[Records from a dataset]
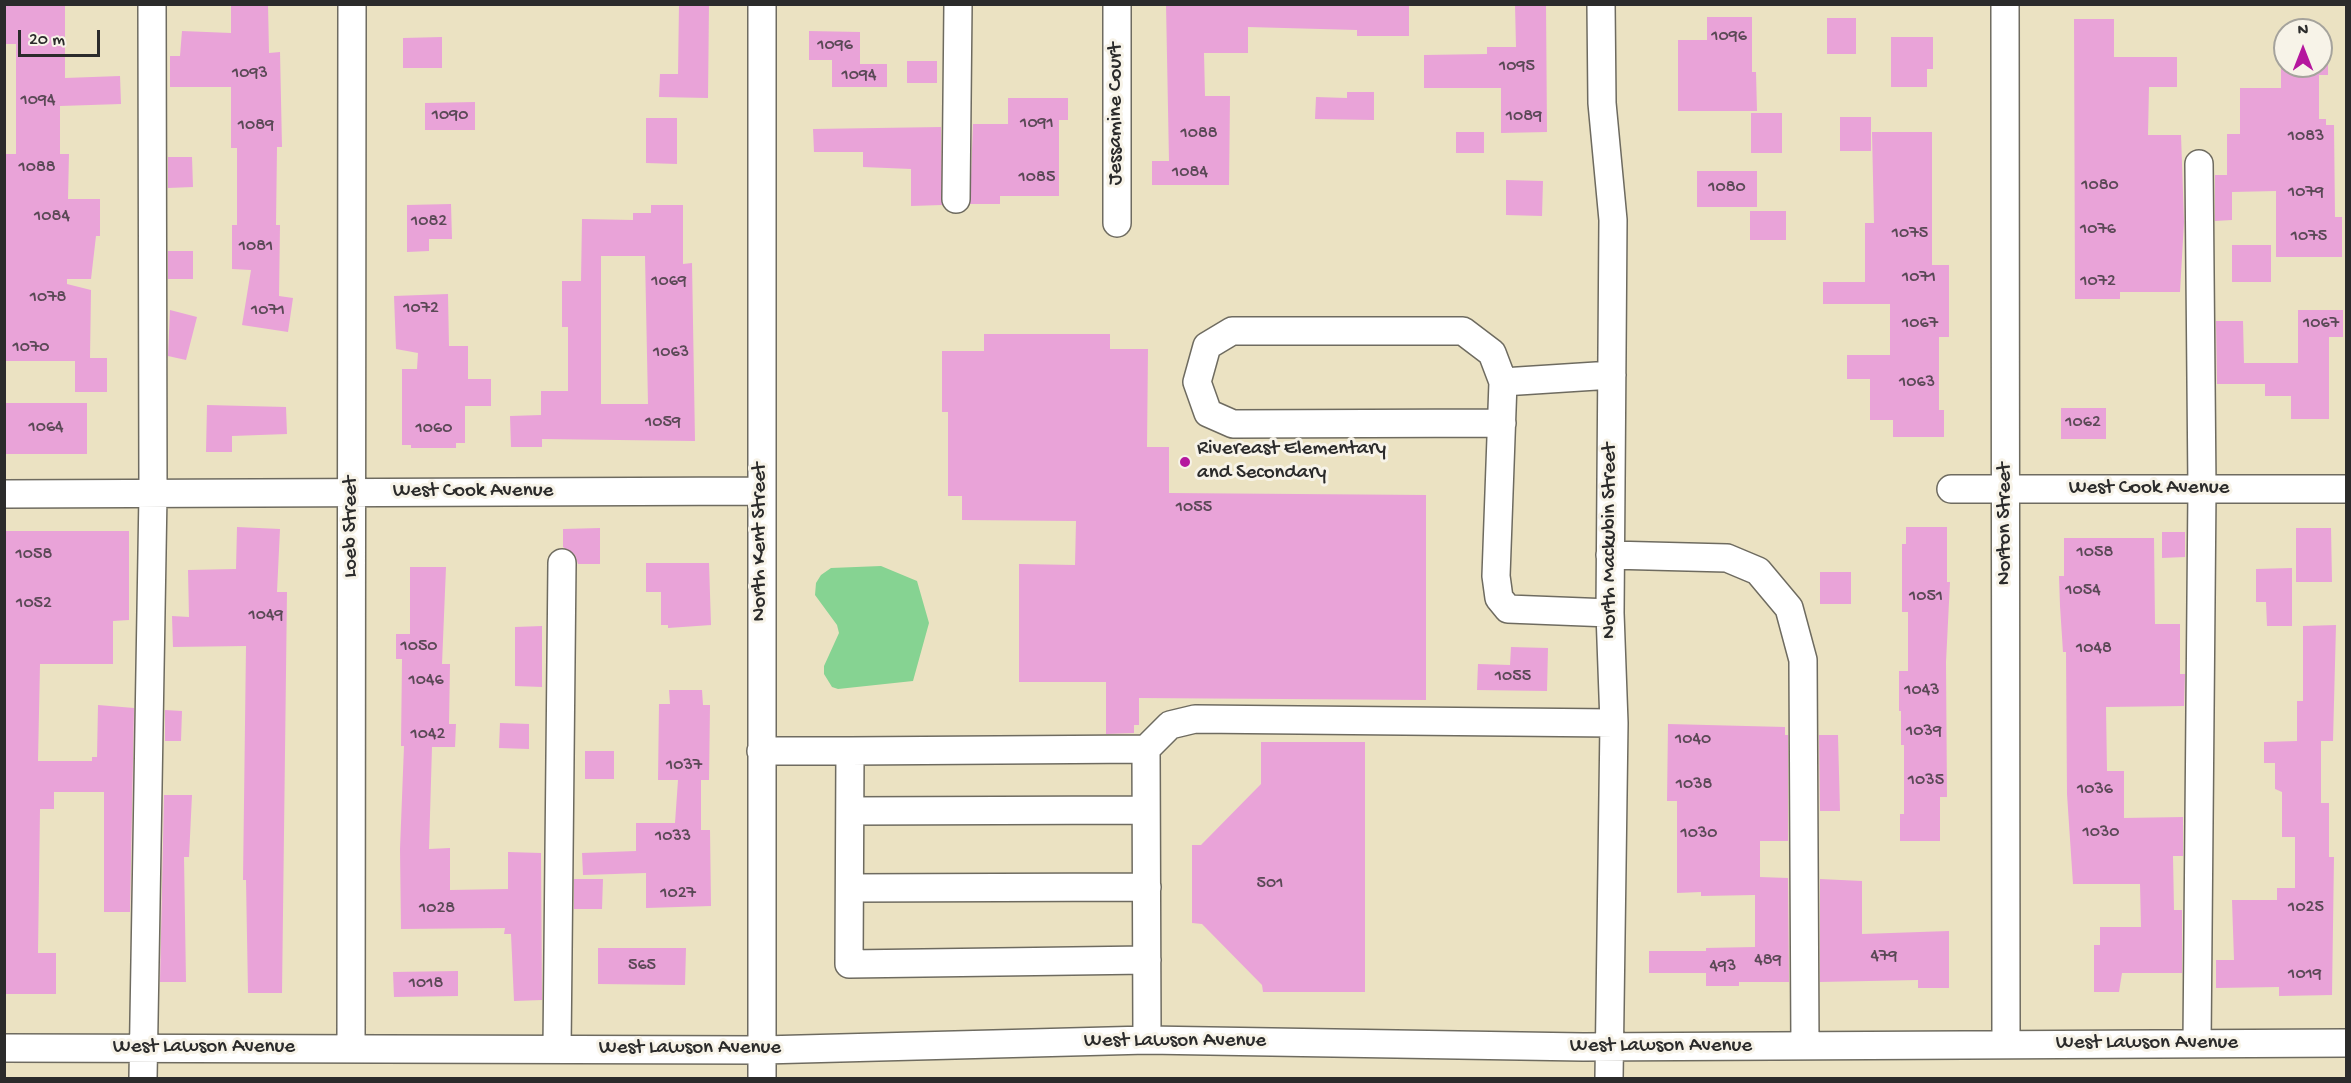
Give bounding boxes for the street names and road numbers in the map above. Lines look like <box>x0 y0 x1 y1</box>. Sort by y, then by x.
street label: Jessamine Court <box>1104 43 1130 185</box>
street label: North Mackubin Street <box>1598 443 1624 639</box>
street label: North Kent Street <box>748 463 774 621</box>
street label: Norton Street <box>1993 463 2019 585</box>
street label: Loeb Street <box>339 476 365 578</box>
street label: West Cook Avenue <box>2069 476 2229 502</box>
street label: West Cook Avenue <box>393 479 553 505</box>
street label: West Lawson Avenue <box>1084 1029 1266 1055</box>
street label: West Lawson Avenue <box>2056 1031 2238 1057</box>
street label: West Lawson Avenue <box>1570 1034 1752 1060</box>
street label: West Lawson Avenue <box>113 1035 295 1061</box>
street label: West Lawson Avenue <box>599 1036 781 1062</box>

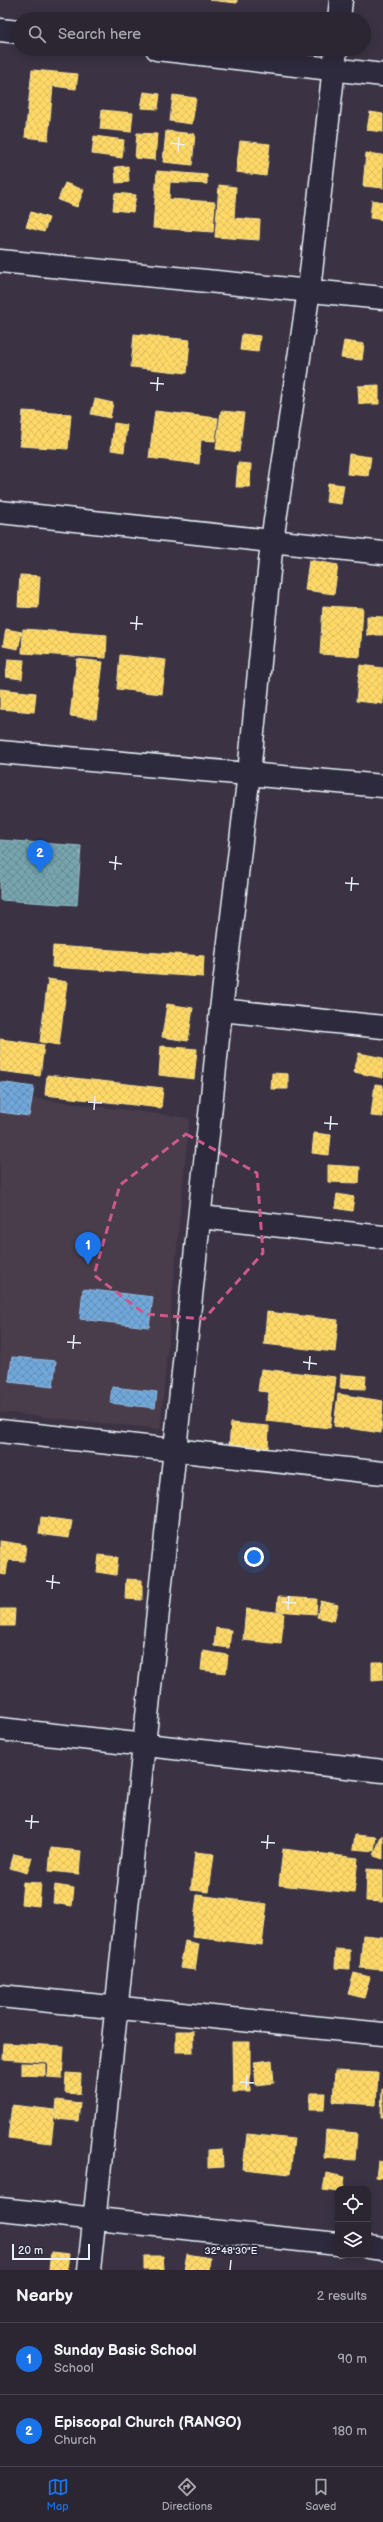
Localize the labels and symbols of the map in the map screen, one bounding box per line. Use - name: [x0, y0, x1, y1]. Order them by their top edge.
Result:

> _Exercise goal_
Restate each entry word for word, please, but drop any images it holds.

> _Output_
Give bounding boxes for the street names and road numbers in the map above. Lines look like <box>x0 y0 x1 y1</box>. Sort by y, then by x.
street label: Jessamine Court <box>1104 43 1130 185</box>
street label: North Mackubin Street <box>1598 443 1624 639</box>
street label: North Kent Street <box>748 463 774 621</box>
street label: Norton Street <box>1993 463 2019 585</box>
street label: Loeb Street <box>339 476 365 578</box>
street label: West Cook Avenue <box>2069 476 2229 502</box>
street label: West Cook Avenue <box>393 479 553 505</box>
street label: West Lawson Avenue <box>1084 1029 1266 1055</box>
street label: West Lawson Avenue <box>2056 1031 2238 1057</box>
street label: West Lawson Avenue <box>1570 1034 1752 1060</box>
street label: West Lawson Avenue <box>113 1035 295 1061</box>
street label: West Lawson Avenue <box>599 1036 781 1062</box>

Localize the labels and symbols of the map in the map screen, one bounding box per line. Use - name: [x0, y0, x1, y1]. Order them by their top edge.
Result:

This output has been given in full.